Representatives of the new owners of Beacon RV park in Ilwaco, Wash., delivered eviction summons to tenants Tuesday. Katie Frankowicz/KMUN

Tenants of an RV park in Ilwaco, Wash., knew the eviction notices were coming. On Tuesday, they finally arrived.

A man and a woman roamed the Beacon RV park off Elizabeth Avenue, handing official eviction summons to some tenants or simply taping the summons to people’s doors.

It is a situation that county officials and Long Beach Peninsula residents have warned is “homelessness in the making” ever since the park was sold earlier this year to Michael and Denise Werner of Deer Point Meadows Investments LLC. The Port of Ilwaco owns the land, but Mike Cassinelli, the current mayor of Ilwaco, sold the business and his interest in the lease with the port to the Werners in April for $1.5 million.

Pacific County is short on housing and the tenants of Beacon RV represent some of the most vulnerable of Ilwaco’s population. As many as 100 people may have lived at the park at one point — representing a sizable percentage for Ilwaco, where the total population hovers around 1,000.

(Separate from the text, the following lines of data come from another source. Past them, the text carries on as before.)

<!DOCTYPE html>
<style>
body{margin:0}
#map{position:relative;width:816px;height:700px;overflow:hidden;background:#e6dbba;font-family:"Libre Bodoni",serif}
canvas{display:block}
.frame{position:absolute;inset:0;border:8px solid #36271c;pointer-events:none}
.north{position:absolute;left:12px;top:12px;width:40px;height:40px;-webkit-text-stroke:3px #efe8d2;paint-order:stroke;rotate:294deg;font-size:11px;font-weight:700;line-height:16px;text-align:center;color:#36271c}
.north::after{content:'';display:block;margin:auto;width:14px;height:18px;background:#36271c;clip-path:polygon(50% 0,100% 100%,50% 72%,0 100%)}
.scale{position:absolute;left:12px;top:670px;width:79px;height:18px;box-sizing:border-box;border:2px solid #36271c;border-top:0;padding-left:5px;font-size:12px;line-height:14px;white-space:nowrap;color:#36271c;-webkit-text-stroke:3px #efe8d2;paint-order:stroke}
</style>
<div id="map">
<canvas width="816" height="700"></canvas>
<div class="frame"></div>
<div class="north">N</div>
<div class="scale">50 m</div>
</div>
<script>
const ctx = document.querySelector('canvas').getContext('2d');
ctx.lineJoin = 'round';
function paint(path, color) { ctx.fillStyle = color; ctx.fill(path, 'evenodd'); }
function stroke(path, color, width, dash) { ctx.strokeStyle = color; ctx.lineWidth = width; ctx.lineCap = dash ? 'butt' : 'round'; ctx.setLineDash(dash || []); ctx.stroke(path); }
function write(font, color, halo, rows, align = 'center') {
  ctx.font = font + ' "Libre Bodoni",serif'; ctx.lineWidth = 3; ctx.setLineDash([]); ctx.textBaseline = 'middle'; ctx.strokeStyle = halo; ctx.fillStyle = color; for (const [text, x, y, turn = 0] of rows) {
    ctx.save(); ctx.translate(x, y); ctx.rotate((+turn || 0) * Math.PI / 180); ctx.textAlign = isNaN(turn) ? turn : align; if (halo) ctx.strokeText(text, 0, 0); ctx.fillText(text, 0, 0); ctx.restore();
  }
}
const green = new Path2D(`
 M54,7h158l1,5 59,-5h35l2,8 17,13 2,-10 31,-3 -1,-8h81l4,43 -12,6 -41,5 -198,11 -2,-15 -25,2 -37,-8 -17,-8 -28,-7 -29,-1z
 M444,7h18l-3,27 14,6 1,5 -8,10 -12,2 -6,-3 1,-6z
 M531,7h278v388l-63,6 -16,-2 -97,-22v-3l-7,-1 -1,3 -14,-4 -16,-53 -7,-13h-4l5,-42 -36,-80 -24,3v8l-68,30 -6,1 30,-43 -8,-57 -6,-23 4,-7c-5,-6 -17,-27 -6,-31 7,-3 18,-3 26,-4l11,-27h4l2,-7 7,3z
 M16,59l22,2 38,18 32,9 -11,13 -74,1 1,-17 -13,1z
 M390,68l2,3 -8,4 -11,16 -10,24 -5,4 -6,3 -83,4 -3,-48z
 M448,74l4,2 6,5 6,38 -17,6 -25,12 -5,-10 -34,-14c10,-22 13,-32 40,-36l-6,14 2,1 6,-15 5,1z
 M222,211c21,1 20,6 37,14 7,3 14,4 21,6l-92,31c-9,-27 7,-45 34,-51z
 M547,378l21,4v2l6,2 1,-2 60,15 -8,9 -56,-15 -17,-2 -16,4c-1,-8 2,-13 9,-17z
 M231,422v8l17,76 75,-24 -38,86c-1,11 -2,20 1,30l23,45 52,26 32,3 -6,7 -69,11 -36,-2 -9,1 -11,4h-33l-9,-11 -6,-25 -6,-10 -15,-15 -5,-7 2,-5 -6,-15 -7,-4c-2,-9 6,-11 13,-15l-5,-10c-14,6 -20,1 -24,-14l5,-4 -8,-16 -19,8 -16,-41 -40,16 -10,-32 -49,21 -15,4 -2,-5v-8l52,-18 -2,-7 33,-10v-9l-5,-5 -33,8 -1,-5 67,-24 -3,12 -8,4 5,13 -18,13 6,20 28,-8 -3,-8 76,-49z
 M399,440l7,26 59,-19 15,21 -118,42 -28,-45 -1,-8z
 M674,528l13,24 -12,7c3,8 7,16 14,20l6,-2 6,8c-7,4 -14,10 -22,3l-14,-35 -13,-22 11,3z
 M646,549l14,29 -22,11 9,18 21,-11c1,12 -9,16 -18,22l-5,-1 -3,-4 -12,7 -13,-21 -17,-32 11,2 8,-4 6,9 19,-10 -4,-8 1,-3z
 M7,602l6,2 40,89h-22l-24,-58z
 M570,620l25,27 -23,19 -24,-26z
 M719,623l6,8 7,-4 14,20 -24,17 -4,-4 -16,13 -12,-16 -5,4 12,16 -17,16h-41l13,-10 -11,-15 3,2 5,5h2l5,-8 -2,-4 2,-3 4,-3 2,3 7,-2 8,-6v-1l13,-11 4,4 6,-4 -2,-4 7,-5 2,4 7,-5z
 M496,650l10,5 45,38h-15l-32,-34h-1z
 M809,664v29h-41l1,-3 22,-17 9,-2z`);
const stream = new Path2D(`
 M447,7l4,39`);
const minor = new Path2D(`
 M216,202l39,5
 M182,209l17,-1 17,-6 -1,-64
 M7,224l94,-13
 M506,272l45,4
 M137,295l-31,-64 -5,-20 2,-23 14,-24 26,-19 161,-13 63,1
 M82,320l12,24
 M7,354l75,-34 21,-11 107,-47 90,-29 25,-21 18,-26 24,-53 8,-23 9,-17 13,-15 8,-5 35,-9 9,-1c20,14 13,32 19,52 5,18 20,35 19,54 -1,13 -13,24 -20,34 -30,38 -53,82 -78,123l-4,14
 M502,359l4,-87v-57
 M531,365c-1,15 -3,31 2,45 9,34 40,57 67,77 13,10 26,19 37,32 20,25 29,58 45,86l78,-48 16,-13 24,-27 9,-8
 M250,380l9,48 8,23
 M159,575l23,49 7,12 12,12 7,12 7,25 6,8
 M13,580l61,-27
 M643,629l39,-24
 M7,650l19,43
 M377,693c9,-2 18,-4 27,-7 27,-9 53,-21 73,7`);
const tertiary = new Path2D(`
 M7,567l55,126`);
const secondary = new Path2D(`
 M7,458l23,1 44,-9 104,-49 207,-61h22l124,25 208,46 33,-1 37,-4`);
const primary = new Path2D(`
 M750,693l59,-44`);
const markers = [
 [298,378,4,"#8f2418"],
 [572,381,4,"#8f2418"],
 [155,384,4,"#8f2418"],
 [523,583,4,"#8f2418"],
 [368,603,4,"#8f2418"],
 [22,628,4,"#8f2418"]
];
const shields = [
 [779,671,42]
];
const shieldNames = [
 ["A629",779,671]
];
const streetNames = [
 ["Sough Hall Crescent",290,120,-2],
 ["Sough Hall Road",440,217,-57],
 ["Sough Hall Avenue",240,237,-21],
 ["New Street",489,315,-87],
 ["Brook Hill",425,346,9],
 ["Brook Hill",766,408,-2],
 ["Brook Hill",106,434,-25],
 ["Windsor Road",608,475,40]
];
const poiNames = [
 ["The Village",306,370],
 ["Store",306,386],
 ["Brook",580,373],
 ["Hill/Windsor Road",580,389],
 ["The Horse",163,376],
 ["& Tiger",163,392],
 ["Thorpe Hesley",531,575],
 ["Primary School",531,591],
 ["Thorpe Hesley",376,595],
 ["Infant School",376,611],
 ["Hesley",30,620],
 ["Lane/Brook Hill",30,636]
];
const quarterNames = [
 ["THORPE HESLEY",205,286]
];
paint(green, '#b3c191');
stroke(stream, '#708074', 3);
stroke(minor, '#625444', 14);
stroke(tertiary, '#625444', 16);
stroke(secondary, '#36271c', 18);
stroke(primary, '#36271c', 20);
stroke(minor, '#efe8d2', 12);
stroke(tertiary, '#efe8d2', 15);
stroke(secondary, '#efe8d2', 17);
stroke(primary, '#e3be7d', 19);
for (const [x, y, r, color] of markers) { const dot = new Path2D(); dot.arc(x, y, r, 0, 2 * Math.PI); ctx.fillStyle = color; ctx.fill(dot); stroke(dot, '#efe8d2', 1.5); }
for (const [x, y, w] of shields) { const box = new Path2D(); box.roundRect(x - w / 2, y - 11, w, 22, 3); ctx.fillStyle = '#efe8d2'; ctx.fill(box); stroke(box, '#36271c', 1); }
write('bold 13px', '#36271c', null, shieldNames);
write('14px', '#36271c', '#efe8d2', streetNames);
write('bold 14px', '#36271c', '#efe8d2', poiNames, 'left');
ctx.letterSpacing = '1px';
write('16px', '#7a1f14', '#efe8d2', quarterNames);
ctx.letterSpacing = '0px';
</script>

While most of the park’s former tenants have already left, it isn’t clear where they have all gone. Among the roughly 15 tenants that remain, many don’t know where they will go. The RVs they live in are older and many are not in good working order. If the tenants have to leave, their homes are likely not coming with them.

The tenants say what they have always needed was more time. 

“We knew that we were going to have to leave,” said Beacon resident Lawrence Bergquist, “but, you know, we need the time to organize, to get the funds, to seek out help wherever we can.”

He said his RV might be moveable. He is not sure and, either way, many of the other trailer parks in the area are full right now as summer begins. He is looking for other housing options, but is worried about the rising cost of rent on the Peninsula.

“This is scary that it’s an actual evictions summons, but — at the same time, with how much BS they’ve done — who knows what’s going to come next and that’s just a scary thought,” said Bergquist’s 22-year-old nephew, Dallas Busse, referring to the park’s new owners, the Werners.

“Right now,” Busse added, “as in options to where I’m going to go, I don’t really have many. I still don’t even have money.”

Busse has lived at the park off and on since 2011. He believes that if the Werners had begun the process of moving people out using the proper legal channels in the first place, most people would have left long ago.

But even before the Werners officially took ownership of the business earlier this year, they were trying to get people to leave. Vacate notices were sent several times before and after the sale — none of them valid according to an attorney representing some of the tenants. The state Attorney General’s Office intervened and tenants faced weeks of uncertainty.

“There are a lot better ways this could have been done,” Busse said.

The new notices are official, however: eviction summons issued through the Pacific County Superior Court. 

It isn’t clear what happens next for the tenants. Busse and others are in contact with Thurston County Volunteer Legal Services and are waiting for calls back about how to proceed now that they have received the summons. 

The tenants say that in addition to the previous wrongful eviction efforts, the Werners’ representatives have also tried to threaten or intimidate them into leaving. Similar complaints and accusations have followed the Werners at other properties they own in the Pacifc Northwest. 

The Beacon tenants also believe the Werners have violated various terms of the lease with the port by not maintaining the park and by trying to force tenants out early. Local police had to be called to halt earlier efforts by representatives of the Werners to remove trailers and tenants’ property without the proper court orders in place.

KMUN reached out to the Werners and their attorney for comment, but received no response.

Attempts by the tenants and their advocates to convince the Port of Ilwaco to cancel the lease with the Werners have been unsuccessful. 

Frank Chmelik, the general counsel for the Washington Public Ports Association and an attorney the port commissioners consulted this month, advised the commission against simply canceling the lease. The port, he noted, had already accepted advance rent from the Werners and terms in the lease gave the Werners until later this summer to come into compliance on certain issues with the park.

He told commissioners that canceling the lease would be very risky; he doubted a court would rule in the port’s favor if the cancellation was challenged.

If anything, he said, the port should be monitoring the Werners for compliance with the lease and responding with the appropriate actions if there are any issues.

Meanwhile, some officials with the city of Ilwaco, most prominently Mayor Cassinelli, say there is little the city can do. City Councilor Margarita Cullimore has been a vocal advocate for the tenants at city and port meetings. She has challenged responses by Cassinelli and Port Commission Chair Butch Smith.

Katie Lindstrom, director of Pacific County Health and Human Services, remains deeply concerned about the situation at Beacon RV, especially given the lack of housing across the county. The county had previously written to the city and the state about concerns at the park and the potential consequences if residents were displaced.

“I think the RV parks in general fill a gap,” Lindstrom said, adding, “Not in an ideal way, but they do fill a gap. I do think the closure of Beacon, in particular, really is going to disproportionally affect people who are on the lower income end of the spectrum and people with disabilities and other issues that make it difficult to find other housing.” 

But, she says there is little the county can do except what it has already done, which is try to support the tenants and help them make connections to ensure their rights are upheld.

In addition to flagging earlier vacate notices that were later rescinded, the county has also noted failures by the Werners to provide proper garbage receptacles and to turn in an application for an RV park license. The Werners have since addressed both issues.